-- EXERCISE DESCRIPTION --
Reproduce the opening lines of the records exactly, up to and including the line in which "Find all labels, symbols" occurs.

-- MATERIAL PROVIDED --
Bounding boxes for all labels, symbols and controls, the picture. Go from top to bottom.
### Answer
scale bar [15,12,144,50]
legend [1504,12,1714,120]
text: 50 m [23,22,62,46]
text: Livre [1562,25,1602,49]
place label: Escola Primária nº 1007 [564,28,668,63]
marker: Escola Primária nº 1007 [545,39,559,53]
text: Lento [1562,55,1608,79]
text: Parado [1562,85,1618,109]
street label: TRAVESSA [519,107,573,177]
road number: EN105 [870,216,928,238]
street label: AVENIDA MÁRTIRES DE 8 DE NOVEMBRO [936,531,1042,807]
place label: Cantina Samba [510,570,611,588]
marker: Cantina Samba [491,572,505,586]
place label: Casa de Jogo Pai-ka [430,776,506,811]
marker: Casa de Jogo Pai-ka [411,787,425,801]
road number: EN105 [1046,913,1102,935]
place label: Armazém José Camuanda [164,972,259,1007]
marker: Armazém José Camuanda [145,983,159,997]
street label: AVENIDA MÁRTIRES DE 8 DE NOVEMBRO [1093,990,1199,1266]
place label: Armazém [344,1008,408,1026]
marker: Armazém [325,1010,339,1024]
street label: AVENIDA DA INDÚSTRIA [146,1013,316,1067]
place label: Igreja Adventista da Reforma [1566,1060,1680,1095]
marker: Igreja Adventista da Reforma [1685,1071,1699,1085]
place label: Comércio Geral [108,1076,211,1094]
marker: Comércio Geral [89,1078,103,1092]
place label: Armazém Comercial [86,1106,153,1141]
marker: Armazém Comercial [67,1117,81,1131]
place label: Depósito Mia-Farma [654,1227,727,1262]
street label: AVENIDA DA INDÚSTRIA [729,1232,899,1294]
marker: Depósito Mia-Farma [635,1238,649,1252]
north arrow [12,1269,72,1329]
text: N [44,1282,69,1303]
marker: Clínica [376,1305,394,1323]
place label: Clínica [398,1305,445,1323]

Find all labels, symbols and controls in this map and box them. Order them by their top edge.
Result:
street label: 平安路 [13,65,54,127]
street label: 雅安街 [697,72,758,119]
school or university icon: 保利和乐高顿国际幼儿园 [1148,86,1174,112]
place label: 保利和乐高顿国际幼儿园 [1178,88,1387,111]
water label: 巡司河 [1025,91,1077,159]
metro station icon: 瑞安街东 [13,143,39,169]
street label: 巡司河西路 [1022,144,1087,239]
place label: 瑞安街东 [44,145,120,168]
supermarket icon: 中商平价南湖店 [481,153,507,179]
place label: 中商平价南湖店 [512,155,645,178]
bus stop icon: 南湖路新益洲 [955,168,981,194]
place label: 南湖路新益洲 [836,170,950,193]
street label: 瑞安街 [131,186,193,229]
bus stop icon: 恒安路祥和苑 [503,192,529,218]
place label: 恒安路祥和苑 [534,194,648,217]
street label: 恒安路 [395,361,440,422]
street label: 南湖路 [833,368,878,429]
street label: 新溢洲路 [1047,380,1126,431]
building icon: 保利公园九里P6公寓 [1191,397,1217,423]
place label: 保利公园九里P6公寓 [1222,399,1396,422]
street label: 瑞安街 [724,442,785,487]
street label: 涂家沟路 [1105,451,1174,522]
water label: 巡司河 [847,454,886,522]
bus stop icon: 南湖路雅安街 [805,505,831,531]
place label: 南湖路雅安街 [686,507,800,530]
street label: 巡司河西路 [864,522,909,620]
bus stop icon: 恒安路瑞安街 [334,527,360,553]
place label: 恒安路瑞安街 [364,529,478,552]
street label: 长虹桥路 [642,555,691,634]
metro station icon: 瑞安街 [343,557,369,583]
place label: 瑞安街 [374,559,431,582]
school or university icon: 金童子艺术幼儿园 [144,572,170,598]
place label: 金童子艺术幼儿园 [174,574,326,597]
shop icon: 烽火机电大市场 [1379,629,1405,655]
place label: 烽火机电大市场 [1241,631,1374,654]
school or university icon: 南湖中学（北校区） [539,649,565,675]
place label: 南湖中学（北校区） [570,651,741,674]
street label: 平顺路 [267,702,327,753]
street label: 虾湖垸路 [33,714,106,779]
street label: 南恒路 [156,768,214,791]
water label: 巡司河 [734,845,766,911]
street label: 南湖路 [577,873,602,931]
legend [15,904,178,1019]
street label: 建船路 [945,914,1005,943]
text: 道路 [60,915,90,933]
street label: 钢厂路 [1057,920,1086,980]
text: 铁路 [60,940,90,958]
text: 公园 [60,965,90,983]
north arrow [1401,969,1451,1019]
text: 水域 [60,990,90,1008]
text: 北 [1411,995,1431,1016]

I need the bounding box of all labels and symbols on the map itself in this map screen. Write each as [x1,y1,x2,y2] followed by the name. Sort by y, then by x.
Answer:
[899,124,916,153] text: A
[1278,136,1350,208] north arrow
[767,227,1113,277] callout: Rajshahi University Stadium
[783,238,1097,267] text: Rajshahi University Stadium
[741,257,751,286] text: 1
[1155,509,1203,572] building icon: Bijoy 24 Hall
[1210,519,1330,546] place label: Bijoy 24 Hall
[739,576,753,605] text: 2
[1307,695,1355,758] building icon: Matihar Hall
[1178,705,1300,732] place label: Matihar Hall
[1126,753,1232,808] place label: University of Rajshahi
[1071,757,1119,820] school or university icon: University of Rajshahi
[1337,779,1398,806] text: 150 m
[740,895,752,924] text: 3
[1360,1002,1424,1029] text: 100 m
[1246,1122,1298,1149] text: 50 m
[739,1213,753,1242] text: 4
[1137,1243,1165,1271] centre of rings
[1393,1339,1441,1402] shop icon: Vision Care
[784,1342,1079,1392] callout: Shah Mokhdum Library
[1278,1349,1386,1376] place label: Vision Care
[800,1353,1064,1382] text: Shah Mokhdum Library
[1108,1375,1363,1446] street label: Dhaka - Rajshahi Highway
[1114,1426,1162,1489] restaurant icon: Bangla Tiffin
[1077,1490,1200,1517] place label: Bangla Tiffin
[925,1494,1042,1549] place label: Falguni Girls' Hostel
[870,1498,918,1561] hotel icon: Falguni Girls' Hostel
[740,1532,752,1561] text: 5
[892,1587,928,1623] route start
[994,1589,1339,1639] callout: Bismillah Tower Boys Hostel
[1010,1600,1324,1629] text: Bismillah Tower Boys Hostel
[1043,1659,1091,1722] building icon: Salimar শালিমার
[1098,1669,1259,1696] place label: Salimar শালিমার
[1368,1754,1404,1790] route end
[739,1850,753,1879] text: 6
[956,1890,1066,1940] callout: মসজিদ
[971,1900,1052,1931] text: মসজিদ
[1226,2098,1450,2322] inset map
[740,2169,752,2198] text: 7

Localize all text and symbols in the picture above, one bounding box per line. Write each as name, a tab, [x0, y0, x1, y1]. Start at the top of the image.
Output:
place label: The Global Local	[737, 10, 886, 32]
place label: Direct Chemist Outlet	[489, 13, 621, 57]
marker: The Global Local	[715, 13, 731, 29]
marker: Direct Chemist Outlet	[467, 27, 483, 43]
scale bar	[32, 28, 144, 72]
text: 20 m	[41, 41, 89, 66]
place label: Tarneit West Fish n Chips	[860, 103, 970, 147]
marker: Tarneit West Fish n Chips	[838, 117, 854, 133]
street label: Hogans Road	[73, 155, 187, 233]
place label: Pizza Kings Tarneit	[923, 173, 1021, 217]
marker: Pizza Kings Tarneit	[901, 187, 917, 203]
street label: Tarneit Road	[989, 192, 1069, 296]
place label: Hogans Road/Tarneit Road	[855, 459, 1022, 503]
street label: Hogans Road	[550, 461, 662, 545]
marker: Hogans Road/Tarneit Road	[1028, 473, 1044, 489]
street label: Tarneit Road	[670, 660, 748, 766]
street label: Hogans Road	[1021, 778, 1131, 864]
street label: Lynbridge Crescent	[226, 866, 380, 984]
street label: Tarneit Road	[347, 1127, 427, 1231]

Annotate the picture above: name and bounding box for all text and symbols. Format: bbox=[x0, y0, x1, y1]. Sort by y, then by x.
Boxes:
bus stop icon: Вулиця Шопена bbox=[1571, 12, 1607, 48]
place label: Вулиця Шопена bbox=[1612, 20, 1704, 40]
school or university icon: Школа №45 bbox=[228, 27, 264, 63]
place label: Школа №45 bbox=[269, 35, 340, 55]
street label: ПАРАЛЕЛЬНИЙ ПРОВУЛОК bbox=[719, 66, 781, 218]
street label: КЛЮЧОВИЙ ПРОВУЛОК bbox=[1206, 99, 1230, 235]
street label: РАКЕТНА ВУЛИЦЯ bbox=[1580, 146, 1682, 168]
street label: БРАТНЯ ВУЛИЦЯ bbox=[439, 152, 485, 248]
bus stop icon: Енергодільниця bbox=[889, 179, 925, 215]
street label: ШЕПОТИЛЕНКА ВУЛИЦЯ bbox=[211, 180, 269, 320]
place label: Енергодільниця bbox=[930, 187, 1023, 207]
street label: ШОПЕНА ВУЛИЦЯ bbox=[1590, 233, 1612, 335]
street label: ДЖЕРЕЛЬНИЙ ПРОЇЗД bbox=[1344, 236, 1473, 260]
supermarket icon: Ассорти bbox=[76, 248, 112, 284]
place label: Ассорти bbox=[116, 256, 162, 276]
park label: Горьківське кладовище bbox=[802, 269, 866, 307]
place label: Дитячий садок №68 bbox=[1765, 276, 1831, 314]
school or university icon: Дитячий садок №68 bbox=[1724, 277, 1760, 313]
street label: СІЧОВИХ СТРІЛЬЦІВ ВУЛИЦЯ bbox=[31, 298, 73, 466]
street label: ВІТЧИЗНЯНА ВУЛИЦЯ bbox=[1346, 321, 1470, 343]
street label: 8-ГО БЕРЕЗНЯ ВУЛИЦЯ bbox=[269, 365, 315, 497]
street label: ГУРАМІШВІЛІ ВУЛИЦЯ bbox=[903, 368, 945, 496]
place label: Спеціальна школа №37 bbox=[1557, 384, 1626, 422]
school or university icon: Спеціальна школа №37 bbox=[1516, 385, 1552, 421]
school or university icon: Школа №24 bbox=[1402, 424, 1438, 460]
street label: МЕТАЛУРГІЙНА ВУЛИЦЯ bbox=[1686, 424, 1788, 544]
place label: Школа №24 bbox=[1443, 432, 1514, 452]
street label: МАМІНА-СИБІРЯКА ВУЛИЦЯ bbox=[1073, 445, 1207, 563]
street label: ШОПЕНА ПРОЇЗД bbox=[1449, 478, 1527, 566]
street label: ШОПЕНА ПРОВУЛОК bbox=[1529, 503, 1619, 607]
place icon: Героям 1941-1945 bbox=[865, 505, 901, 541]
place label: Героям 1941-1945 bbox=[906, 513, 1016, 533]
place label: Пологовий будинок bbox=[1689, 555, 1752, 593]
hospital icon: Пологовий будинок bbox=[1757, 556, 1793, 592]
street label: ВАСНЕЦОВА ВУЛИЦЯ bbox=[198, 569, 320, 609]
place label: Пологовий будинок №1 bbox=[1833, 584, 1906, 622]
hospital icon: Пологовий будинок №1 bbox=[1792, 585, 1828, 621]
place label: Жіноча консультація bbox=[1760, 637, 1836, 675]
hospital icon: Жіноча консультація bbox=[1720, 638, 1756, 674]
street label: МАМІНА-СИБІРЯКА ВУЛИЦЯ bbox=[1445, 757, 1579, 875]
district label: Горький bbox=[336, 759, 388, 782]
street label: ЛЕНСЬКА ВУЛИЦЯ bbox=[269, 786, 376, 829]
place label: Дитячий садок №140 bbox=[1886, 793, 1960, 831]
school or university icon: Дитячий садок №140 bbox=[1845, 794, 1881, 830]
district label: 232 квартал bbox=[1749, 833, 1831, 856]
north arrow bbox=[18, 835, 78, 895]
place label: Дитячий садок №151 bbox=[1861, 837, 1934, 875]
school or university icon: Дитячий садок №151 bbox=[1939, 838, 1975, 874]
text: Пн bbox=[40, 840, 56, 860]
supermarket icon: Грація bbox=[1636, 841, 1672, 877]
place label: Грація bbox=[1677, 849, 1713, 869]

-- WRITTEN SOLUTION --
Bounding boxes for all labels, symbols and controls, the picture. Go from top to bottom.
### Answer
scale bar [15,12,144,50]
legend [1504,12,1714,120]
text: 50 m [23,22,62,46]
text: Livre [1562,25,1602,49]
place label: Escola Primária nº 1007 [564,28,668,63]
marker: Escola Primária nº 1007 [545,39,559,53]
text: Lento [1562,55,1608,79]
text: Parado [1562,85,1618,109]
street label: TRAVESSA [519,107,573,177]
road number: EN105 [870,216,928,238]
street label: AVENIDA MÁRTIRES DE 8 DE NOVEMBRO [936,531,1042,807]
place label: Cantina Samba [510,570,611,588]
marker: Cantina Samba [491,572,505,586]
place label: Casa de Jogo Pai-ka [430,776,506,811]
marker: Casa de Jogo Pai-ka [411,787,425,801]
road number: EN105 [1046,913,1102,935]
place label: Armazém José Camuanda [164,972,259,1007]
marker: Armazém José Camuanda [145,983,159,997]
street label: AVENIDA MÁRTIRES DE 8 DE NOVEMBRO [1093,990,1199,1266]
place label: Armazém [344,1008,408,1026]
marker: Armazém [325,1010,339,1024]
street label: AVENIDA DA INDÚSTRIA [146,1013,316,1067]
place label: Igreja Adventista da Reforma [1566,1060,1680,1095]
marker: Igreja Adventista da Reforma [1685,1071,1699,1085]
place label: Comércio Geral [108,1076,211,1094]
marker: Comércio Geral [89,1078,103,1092]
place label: Armazém Comercial [86,1106,153,1141]
marker: Armazém Comercial [67,1117,81,1131]
place label: Depósito Mia-Farma [654,1227,727,1262]
street label: AVENIDA DA INDÚSTRIA [729,1232,899,1294]
marker: Depósito Mia-Farma [635,1238,649,1252]
north arrow [12,1269,72,1329]
text: N [44,1282,69,1303]
marker: Clínica [376,1305,394,1323]
place label: Clínica [398,1305,445,1323]

Find all labels, symbols and controls in this map and box them. Order them by their top edge.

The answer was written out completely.